Женщина покосилась на него, на её лице застыла безучастная, покрытая копотью маска. Остряк с удивлением понял, что она – капанка.
– Мы должны очистить башни снизу доверху. Отряд скоро вернётся с вылазки, мы их пропустим и будем удерживать арку.
Остряк недоумённо уставился на женщину. Вылазка? Боги, да они ума лишились!
– Удерживать, говоришь? – Он покосился на ворота. – Как долго?
Та пожала плечами.
– Сюда уже спешат сапёры и рабочие. Через колокол или два будут новые ворота.
– Сколько пробоев? Что потеряли?
– Не знаю, горожанин.
– Хватит болтать, – выкрикнул мужской голос. – И гоните отсюда этого гражданского…
– Движение впереди, сударь! – заорал другой солдат.
На плечи присевшим мечникам легли взведённые арбалеты.
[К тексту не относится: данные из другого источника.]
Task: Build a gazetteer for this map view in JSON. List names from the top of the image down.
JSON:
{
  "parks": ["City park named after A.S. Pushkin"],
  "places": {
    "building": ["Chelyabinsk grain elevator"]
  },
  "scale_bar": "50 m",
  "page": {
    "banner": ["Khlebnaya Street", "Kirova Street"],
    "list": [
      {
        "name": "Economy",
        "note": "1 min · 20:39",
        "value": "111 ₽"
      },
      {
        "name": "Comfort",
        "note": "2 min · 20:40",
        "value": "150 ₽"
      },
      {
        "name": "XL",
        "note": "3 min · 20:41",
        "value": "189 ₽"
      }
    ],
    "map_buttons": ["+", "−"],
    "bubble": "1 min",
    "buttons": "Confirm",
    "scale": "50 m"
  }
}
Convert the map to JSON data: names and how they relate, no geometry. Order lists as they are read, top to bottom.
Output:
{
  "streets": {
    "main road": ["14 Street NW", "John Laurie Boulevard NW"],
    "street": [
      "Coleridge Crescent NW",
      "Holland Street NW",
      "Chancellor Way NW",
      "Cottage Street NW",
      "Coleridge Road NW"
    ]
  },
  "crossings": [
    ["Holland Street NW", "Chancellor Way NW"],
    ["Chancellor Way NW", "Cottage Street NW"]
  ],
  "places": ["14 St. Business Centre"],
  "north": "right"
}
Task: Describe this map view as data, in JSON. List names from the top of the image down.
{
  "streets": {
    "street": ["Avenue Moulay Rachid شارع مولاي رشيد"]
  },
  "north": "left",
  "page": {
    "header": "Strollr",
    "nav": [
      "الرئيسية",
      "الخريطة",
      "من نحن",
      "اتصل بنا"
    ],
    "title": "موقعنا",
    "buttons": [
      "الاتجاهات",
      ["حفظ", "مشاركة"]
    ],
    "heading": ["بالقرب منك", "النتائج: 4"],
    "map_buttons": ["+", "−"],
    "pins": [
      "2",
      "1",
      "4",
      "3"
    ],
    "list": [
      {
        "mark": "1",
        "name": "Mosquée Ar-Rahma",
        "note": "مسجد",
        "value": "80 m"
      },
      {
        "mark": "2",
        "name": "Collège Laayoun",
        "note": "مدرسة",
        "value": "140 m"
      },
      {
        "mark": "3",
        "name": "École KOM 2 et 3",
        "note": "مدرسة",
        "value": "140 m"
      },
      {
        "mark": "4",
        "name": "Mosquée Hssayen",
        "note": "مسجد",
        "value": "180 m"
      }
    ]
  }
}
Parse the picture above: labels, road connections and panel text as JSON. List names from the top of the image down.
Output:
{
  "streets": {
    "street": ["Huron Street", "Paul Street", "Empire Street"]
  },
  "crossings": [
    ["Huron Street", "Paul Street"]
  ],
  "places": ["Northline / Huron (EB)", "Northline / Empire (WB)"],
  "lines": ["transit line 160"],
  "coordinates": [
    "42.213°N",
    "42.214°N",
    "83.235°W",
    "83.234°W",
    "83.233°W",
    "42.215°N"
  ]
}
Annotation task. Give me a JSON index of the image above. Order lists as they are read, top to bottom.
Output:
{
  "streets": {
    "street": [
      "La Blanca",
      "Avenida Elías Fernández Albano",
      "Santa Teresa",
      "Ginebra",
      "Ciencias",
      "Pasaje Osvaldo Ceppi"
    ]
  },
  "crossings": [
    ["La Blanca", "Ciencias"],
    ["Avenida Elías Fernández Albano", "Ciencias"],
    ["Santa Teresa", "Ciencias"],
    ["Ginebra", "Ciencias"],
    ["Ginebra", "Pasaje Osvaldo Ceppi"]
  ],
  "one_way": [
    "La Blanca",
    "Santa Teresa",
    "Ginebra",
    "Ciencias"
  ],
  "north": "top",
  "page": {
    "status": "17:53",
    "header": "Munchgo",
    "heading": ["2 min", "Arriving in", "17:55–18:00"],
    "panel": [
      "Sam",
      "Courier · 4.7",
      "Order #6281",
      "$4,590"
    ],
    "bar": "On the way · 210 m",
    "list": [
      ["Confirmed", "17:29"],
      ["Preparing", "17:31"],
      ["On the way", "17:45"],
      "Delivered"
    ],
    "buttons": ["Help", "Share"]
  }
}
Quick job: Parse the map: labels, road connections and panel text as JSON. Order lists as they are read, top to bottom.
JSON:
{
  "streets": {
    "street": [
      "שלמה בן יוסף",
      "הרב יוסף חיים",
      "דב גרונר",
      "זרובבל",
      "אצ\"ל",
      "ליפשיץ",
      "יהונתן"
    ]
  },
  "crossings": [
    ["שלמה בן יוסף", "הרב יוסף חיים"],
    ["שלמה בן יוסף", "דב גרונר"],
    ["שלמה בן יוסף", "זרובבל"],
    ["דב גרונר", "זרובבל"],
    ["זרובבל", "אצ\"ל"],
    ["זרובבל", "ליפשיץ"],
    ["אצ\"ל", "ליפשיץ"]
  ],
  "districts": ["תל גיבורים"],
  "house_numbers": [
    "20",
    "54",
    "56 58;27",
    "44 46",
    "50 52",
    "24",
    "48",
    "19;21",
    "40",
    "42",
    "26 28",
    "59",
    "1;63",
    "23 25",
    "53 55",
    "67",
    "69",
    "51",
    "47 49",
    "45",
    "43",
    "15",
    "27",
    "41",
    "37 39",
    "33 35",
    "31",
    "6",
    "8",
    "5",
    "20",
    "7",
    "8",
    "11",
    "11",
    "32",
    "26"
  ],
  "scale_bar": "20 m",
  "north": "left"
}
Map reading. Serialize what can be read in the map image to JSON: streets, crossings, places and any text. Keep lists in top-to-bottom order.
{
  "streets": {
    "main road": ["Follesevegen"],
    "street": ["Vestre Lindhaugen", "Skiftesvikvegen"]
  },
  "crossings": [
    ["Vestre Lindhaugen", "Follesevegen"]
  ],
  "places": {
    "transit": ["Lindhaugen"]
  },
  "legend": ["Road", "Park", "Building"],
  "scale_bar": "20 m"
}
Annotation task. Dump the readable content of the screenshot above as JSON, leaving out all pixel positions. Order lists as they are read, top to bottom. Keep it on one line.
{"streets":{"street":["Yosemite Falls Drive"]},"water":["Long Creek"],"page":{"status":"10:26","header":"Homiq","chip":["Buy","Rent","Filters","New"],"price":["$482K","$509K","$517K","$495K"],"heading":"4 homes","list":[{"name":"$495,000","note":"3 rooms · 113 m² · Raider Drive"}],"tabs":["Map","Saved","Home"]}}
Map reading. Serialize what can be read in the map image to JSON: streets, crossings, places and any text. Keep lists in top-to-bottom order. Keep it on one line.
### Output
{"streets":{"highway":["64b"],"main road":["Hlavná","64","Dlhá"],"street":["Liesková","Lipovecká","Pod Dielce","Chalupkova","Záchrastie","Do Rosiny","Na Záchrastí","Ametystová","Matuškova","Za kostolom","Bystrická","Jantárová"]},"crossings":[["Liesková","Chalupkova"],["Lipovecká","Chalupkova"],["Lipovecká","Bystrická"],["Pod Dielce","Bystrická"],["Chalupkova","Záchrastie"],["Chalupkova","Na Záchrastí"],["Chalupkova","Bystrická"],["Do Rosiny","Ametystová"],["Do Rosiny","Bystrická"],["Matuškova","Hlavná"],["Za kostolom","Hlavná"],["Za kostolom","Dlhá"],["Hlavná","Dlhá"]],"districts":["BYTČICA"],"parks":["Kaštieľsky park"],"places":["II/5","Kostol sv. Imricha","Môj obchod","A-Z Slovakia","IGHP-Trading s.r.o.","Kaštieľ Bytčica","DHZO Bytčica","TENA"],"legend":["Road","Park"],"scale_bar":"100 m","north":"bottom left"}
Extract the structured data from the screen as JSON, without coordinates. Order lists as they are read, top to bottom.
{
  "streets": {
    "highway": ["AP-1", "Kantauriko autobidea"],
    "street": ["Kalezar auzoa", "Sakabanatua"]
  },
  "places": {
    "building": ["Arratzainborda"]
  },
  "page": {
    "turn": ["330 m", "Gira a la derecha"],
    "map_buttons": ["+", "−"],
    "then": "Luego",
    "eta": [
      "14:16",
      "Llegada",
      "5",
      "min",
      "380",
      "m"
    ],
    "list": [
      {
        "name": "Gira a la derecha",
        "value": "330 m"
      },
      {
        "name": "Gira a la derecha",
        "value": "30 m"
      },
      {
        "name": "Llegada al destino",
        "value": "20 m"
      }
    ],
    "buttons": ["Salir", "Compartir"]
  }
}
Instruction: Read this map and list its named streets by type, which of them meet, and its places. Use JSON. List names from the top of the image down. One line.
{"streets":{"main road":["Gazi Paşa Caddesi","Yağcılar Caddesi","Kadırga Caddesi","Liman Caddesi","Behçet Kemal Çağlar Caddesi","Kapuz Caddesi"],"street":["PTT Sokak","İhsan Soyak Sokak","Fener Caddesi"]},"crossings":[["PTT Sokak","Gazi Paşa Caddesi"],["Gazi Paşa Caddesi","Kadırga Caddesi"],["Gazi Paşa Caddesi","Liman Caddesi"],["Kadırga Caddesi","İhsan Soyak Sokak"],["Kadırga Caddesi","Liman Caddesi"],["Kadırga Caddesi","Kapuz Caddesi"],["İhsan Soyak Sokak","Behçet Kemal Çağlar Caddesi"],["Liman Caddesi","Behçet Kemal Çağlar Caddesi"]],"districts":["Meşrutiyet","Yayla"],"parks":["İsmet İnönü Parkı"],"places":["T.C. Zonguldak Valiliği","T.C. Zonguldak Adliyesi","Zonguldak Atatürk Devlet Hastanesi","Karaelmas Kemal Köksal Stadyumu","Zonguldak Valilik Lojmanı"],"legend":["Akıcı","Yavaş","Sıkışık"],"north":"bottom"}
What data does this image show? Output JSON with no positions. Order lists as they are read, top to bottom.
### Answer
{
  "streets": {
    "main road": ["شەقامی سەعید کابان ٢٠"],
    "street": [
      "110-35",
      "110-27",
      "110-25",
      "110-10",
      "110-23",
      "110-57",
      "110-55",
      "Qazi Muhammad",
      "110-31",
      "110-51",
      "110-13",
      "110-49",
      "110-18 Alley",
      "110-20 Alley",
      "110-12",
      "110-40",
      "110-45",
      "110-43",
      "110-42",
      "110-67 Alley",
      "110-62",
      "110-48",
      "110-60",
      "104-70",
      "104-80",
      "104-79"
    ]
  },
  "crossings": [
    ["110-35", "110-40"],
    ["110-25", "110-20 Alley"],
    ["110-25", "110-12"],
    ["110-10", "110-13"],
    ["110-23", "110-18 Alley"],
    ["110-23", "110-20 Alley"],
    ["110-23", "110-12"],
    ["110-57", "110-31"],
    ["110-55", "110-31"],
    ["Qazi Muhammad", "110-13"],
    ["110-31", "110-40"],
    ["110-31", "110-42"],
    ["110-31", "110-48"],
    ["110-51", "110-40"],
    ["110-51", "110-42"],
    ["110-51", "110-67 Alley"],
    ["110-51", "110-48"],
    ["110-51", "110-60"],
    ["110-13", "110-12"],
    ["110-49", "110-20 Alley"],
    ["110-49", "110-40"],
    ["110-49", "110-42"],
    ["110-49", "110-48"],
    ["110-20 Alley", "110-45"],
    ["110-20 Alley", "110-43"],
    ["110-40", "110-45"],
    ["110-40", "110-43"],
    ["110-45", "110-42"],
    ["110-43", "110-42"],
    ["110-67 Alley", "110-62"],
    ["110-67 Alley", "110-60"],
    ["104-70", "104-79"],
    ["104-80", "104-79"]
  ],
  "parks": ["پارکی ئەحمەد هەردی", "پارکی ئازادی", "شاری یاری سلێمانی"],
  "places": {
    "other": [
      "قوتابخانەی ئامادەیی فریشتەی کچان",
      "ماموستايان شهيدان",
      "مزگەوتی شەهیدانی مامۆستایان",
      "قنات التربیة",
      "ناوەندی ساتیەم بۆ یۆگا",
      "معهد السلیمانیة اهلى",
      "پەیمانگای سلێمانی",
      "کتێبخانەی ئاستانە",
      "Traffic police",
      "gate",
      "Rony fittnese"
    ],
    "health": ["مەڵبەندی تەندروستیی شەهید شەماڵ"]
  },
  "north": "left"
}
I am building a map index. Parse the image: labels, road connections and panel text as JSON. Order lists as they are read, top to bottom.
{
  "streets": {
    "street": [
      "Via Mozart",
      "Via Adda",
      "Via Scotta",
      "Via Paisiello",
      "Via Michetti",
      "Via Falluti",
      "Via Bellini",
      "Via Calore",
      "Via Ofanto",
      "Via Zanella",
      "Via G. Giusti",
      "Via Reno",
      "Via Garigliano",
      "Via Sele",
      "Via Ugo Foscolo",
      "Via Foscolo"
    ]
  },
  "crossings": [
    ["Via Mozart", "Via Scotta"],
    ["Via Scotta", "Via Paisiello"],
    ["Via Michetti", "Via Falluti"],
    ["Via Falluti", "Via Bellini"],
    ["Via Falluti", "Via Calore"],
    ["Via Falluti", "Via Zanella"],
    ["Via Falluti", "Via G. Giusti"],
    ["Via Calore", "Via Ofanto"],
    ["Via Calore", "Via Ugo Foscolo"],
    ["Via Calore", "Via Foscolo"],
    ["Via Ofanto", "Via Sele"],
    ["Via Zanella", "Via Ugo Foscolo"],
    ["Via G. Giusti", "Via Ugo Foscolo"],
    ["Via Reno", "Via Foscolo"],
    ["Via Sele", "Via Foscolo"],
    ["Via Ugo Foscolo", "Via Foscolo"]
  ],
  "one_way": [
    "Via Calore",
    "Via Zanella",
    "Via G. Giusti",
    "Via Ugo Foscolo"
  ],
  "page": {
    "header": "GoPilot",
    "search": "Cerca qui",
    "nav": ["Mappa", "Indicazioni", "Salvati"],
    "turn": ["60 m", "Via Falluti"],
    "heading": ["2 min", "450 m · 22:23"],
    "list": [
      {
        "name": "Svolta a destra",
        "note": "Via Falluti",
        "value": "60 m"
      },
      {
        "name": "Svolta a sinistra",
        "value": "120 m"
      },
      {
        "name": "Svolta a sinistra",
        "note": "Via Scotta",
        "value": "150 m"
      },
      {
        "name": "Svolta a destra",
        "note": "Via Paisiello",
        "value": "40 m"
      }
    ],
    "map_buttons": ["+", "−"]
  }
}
Из-за арки кто-то выкрикнул:
– Не стреляйте, лестийцы! Мы входим!
«Серые мечи» и не думали расслабляться. В следующий миг показались первые солдаты из тех, что участвовали в вылазке. Потрёпанные, с ранеными на руках, солдаты закричали, чтобы «Серые мечи» дали им дорогу.
Взводы разделились так, что образовался коридор.
Из первых тридцати гвардейцев каждый нёс раненого товарища. Внимание Остряка привлекли звуки схватки за воротами. Они приближались. Этих солдат с ранеными прикрывал арьергард, и давление на него усиливалось.
– Контратака! – заорал кто-то. – Бойцы-скаланди…
На стене справа от южной привратной башни взвыл рог.
Рёв на поле за воротами усиливался. Брусчатка под сапогами Остряка дрожала. Скаланди. Они вступают в бой целыми легионами – не меньше, чем по пять тысяч…
«Серые мечи» строились чуть позади на Портовой улице – мечники, арбалетчики и капанские лучники готовились отступать. За ними собирался ещё больший отряд с баллистами, требушетами и малыми катапультами, в ковшах последних дымились раскалённые камни.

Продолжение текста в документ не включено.